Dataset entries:
=== Begin Enclosure ===
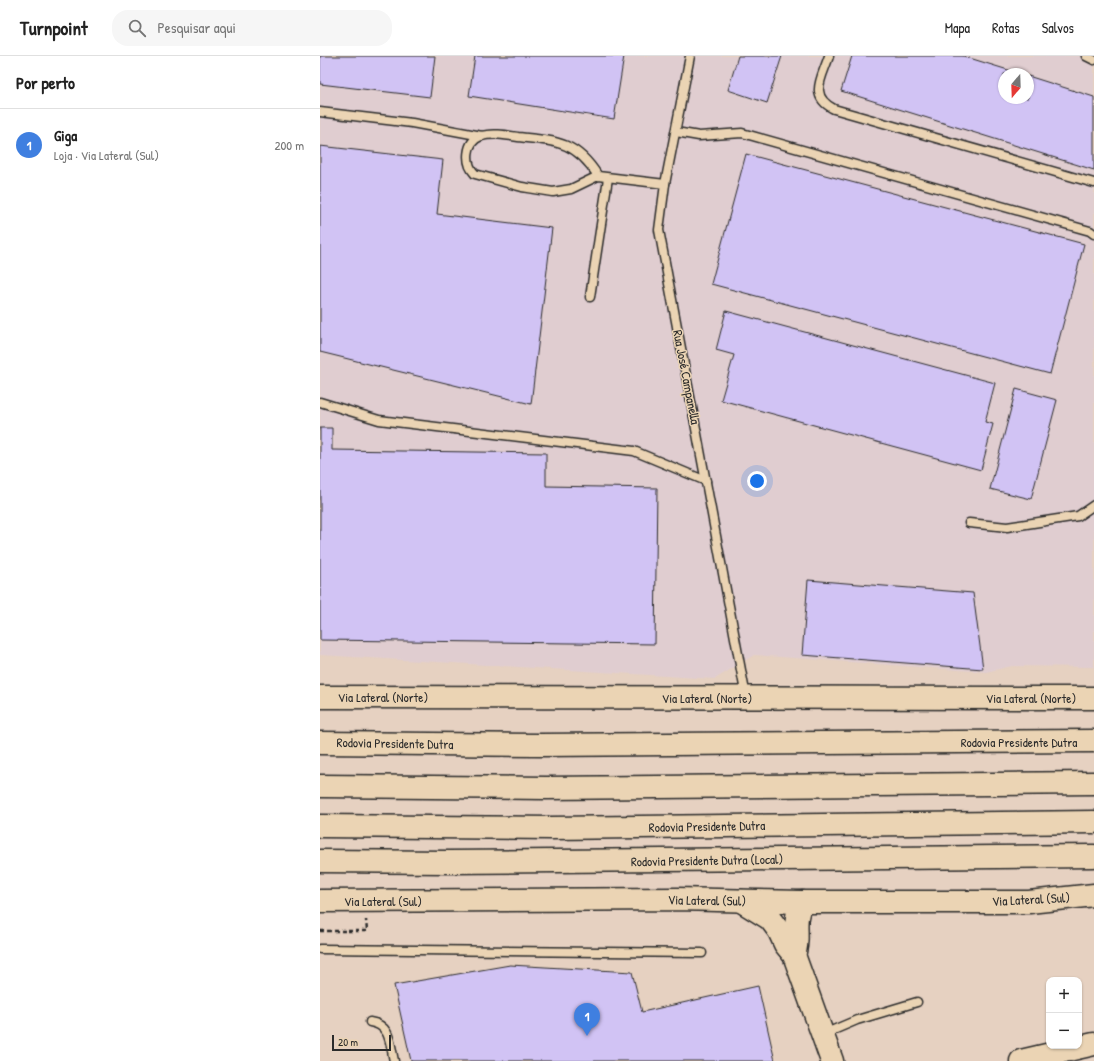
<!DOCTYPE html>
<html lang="pt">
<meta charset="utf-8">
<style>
:root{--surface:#fff;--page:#f6f6f6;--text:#222;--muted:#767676;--line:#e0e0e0;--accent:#2563eb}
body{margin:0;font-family:"Patrick Hand",sans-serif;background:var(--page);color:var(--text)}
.controls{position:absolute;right:12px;bottom:12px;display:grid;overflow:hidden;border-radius:8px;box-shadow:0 1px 3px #0004}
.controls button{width:36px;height:36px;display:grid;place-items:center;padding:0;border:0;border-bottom:1px solid var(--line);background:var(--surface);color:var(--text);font:20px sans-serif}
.compass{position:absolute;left:678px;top:12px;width:36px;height:36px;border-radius:50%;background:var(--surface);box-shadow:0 1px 3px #0004;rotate:199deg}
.scale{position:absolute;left:12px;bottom:10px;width:59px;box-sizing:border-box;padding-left:4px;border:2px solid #2b2b2b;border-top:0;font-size:11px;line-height:14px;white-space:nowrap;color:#2b2b2b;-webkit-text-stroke:3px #ebd4b4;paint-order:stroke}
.you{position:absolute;left:437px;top:425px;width:14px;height:14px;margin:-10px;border:3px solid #fff;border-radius:50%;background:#1a73e8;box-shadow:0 0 0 6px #1a73e833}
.badge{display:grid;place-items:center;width:26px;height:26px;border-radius:50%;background:var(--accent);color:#fff;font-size:13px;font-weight:700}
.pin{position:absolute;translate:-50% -33px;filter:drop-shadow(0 1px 2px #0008)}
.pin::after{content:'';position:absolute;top:21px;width:14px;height:12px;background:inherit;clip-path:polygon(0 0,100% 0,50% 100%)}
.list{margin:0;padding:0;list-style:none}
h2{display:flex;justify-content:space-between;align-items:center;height:52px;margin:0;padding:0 16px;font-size:17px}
h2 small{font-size:13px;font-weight:400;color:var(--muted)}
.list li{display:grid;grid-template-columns:26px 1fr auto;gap:12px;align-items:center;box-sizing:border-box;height:72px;padding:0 16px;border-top:1px solid var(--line)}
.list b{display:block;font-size:15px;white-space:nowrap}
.list p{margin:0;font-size:13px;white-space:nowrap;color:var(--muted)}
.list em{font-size:13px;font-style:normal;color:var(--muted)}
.icon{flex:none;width:22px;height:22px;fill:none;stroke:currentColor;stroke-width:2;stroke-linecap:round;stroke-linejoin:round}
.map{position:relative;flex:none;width:774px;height:1005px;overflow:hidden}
header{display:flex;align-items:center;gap:24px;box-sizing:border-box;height:56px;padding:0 20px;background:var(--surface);border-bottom:1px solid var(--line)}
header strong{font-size:19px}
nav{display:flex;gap:22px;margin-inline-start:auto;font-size:14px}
.search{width:280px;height:36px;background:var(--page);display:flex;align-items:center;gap:10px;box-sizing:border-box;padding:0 14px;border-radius:16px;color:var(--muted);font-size:15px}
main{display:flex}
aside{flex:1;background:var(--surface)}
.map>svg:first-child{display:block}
.built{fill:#e0cdd0;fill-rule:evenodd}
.building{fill:#d1c3f4;stroke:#2b2b2b}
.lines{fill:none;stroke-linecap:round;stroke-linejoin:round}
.lane-casing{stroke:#2b2b2b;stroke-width:11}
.secondary-casing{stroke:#2b2b2b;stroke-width:25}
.highway-casing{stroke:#2b2b2b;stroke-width:25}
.path{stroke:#2b2b2b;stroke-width:2.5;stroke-dasharray:4 3;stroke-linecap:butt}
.lane{stroke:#ebd4b4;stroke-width:8}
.secondary{stroke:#ebd4b4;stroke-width:22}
.highway{stroke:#ebd4b4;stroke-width:22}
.labels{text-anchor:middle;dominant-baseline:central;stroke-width:3;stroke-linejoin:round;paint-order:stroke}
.street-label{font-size:13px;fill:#2b2b2b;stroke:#ebd4b4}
</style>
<header>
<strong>Turnpoint</strong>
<div class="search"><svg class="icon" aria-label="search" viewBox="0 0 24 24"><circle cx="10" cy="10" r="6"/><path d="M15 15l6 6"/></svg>Pesquisar aqui</div>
<nav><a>Mapa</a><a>Rotas</a><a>Salvos</a></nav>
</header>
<main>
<aside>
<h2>Por perto<small></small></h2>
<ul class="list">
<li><span class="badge" style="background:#3f7fe0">1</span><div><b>Giga</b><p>Loja · Via Lateral (Sul)</p></div><em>200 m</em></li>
</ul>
</aside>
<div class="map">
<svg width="774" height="1005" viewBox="0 0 774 1005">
<rect width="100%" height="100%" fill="#e6d1c1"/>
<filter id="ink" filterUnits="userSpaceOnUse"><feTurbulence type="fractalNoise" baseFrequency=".025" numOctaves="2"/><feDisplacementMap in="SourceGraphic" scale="8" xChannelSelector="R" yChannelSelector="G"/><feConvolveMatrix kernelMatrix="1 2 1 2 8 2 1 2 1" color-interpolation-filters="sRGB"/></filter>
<g filter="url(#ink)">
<!-- built -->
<path class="built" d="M0,0H774V611L692,610L666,616L434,599L395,623L0,599ZM684,18H708V42H684Z"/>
<!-- building -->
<g class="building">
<polygon points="0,0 115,0 110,41 0,28"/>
<polygon points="155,0 304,0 294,63 149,40"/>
<polygon points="418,0 462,0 447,47 408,34"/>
<polygon points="532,0 643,0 701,18 684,18 684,42 708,42 708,20 774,41 774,114 521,35"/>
<polygon points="0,90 123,104 117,158 232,172 211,348 0,296"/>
<polygon points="426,98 764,188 730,318 391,228"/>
<polygon points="406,255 675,327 665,366 673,368 661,414 401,344 414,299 396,294"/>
<polygon points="696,333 737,344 711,443 670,433"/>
<polygon points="0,372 12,372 12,394 226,397 226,430 337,432 335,588 0,584"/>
<polygon points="488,524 653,537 663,613 482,599"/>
<polygon points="190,909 312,916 322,956 438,930 455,1005 91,1005 74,929"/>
</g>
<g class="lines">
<defs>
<g id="lane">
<polyline points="370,0 345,128 339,174 426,641"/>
<path d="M509,0C502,22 488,40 514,53L774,127"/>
<polyline points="766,0 774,4"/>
<polyline points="0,56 92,67 162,80"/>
<polyline points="356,76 379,80 422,77 770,175 774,178"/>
<path d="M278,120C256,85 236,85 198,81C185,79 173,77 161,80C145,86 145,108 155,118L202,131L233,136L251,133L278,120L345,128"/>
<polyline points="270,241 288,122"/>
<polyline points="0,346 59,364 314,395 386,425"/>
<polyline points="649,467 687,471 758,460 774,449"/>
<polyline points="0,893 382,897"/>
<path d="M50,966C71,969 70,988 74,1005"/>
<polyline points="504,978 537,964 597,946"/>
</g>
<g id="secondary">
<polyline points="0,641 774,642"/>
<polyline points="0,845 357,843 482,846 709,846 774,839"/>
<polyline points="421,845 450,863 459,875 465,888 474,899 512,1005"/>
<path d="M474,899C481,879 471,867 482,846"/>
<polyline points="701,1005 774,988"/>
</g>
<g id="highway">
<polyline points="0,687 220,689 774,685"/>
<polyline points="0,730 226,732 774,727"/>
<polyline points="0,770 231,772 774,766"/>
<polyline points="0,805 129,806 774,800"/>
</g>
</defs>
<!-- lane casing -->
<use href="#lane" class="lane-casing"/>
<!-- secondary casing -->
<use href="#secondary" class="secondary-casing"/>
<!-- highway casing -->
<use href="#highway" class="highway-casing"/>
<!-- path -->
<polyline class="path" points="0,875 47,875 46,864"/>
<!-- lane -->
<use href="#lane" class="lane"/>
<!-- secondary -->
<use href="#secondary" class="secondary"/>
<!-- highway -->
<use href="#highway" class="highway"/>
</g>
</g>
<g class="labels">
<!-- street labels -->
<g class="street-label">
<text transform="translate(367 321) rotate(79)">Rua José Campanella</text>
<text x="63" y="641">Via Lateral (Norte)</text>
<text x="387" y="642">Via Lateral (Norte)</text>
<text x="711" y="642">Via Lateral (Norte)</text>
<text x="699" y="686">Rodovia Presidente Dutra</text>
<text transform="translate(75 687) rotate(1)">Rodovia Presidente Dutra</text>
<text transform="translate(387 770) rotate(-1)">Rodovia Presidente Dutra</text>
<text transform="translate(387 804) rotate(-1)">Rodovia Presidente Dutra (Local)</text>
<text transform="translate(711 843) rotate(-3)">Via Lateral (Sul)</text>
<text transform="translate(387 844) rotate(1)">Via Lateral (Sul)</text>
<text x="63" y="845">Via Lateral (Sul)</text>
</g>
</g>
</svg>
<div class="controls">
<button>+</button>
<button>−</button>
</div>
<svg class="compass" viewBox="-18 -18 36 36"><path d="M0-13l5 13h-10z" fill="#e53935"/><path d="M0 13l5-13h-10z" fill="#767676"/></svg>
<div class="scale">20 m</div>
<div class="you"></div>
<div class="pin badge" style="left:267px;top:980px;background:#3f7fe0">1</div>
</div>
</main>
=== End Enclosure ===
EXERCISE OBJECTIVE: Could you quote, exactly as they appear, the line containing "<button>−</button>" and every line after it to the end of the records above?

RESULT:
<button>−</button>
</div>
<svg class="compass" viewBox="-18 -18 36 36"><path d="M0-13l5 13h-10z" fill="#e53935"/><path d="M0 13l5-13h-10z" fill="#767676"/></svg>
<div class="scale">20 m</div>
<div class="you"></div>
<div class="pin badge" style="left:267px;top:980px;background:#3f7fe0">1</div>
</div>
</main>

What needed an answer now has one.